Introduction

This tutorial demonstrates how to create files containing ‘pas’ and ‘pat’ data for a particular community and how to save and access them in a local directory. Target audiences include grad students, researchers and any member of the public concerned about air quality and comfortable working with R and RStudio.

Tutorials in this series include:

Goal

Our goal in this tutorial is to create ‘pas’ and ‘pat’ data for a single month for the Methow Valley – a community in north-central Washington state.

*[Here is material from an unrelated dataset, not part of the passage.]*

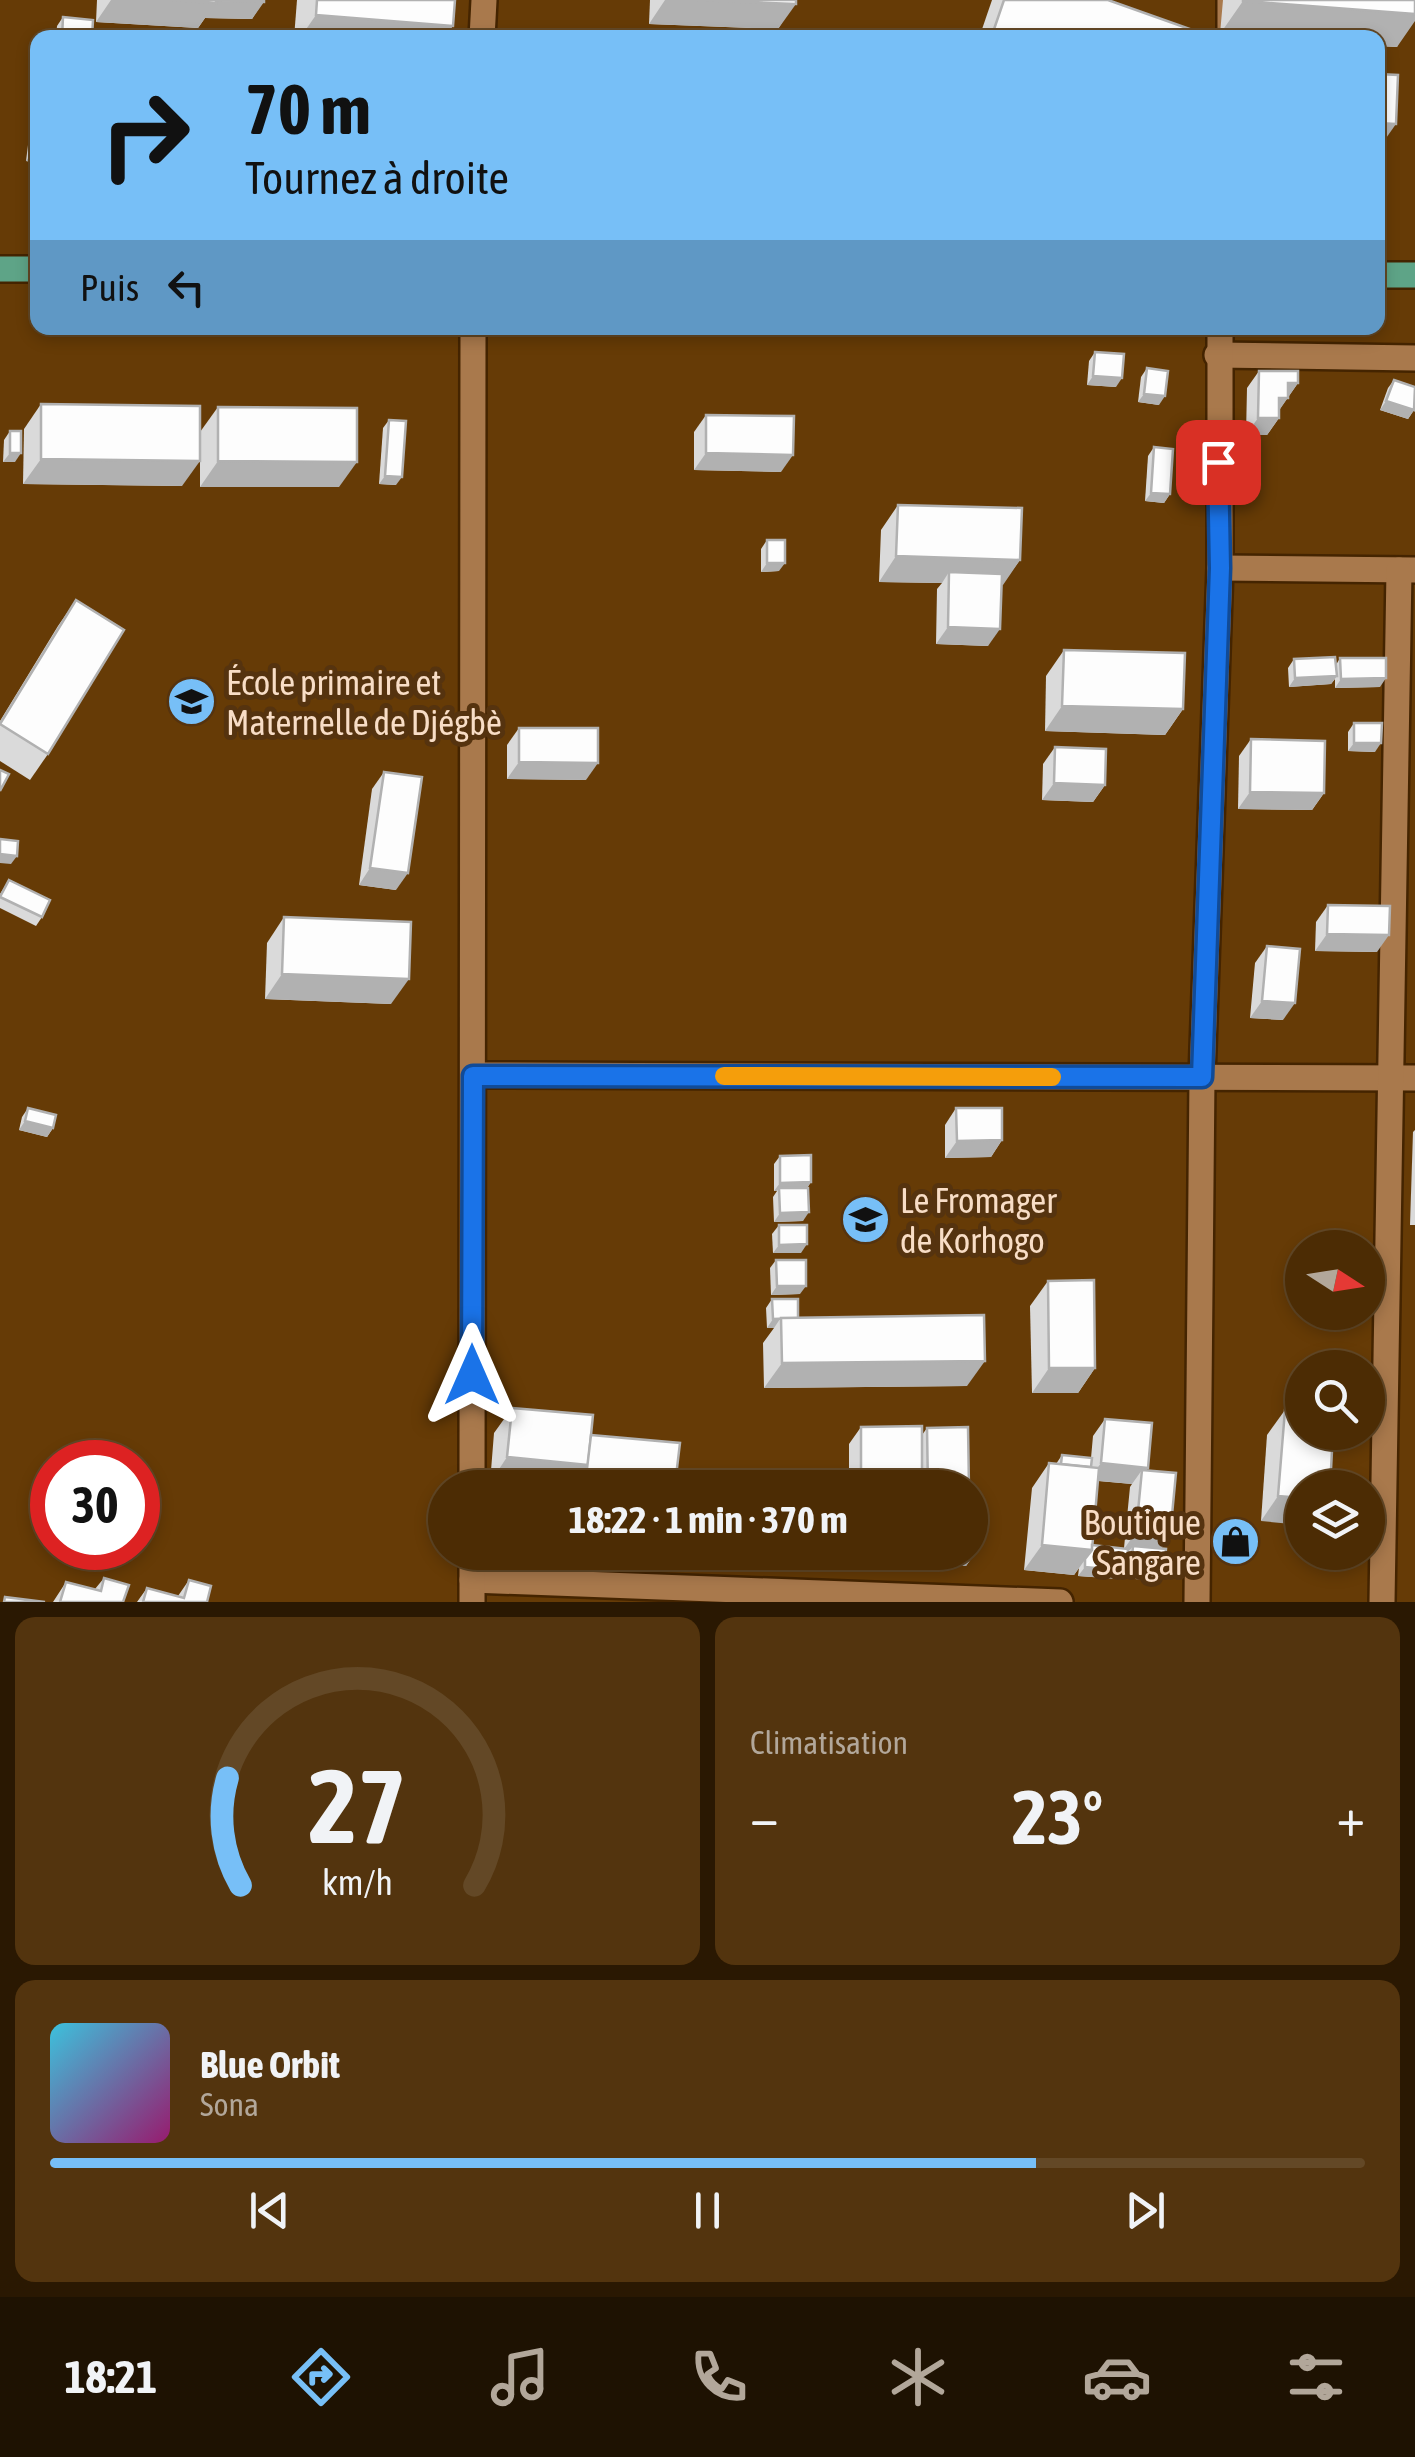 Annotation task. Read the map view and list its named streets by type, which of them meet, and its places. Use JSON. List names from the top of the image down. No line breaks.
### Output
{"places":{"school or university":["École primaire et Maternelle de Djégbè","Le Fromager de Korhogo"],"shop":["Boutique Sangare"]},"north":"right","page":{"turn":["70 m","Tournez à droite"],"then":"Puis","limit":"30","trip":"18:22 · 1 min · 370 m","tile":"Climatisation","heat":["−","23°","+"],"song":["Blue Orbit","Sona"],"tabs":"18:21","gauge":["27","km/h"]}}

Clean Air Methow operates as a project of the Methow Valley Citizens Council and began deploying Purple Air Sensors in 2018:

In the summer of 2018, Clean Air Methow launched the Clean Air Ambassador Program, an exciting citizen science project, and one of the largest, rural networks of low-cost sensors in the world!

This tutorial will demonstrate how to create ‘pas’ and ‘pat’ data for this collection of sensors for September, 2020 when the Methow Valley experienced poor air quality due to wildfire smoke.

PAS and PAT Objects

pas objects in the AirSensor package are described in Purple Air Synoptic Data. They contain per instrument metadata for all Purple Air sensors operating at a particular moment in time. This will include both “spatial metadata” like longitude, latitude, timezone, etc. as well as per-instrument keys allowing us to obtain timeseries data from web services.

pat objects are described in Purple Air Timeseries Data. These contain temporally invariant spatial metadata for a single sensor as well as the actual time series measurements made by that sensor.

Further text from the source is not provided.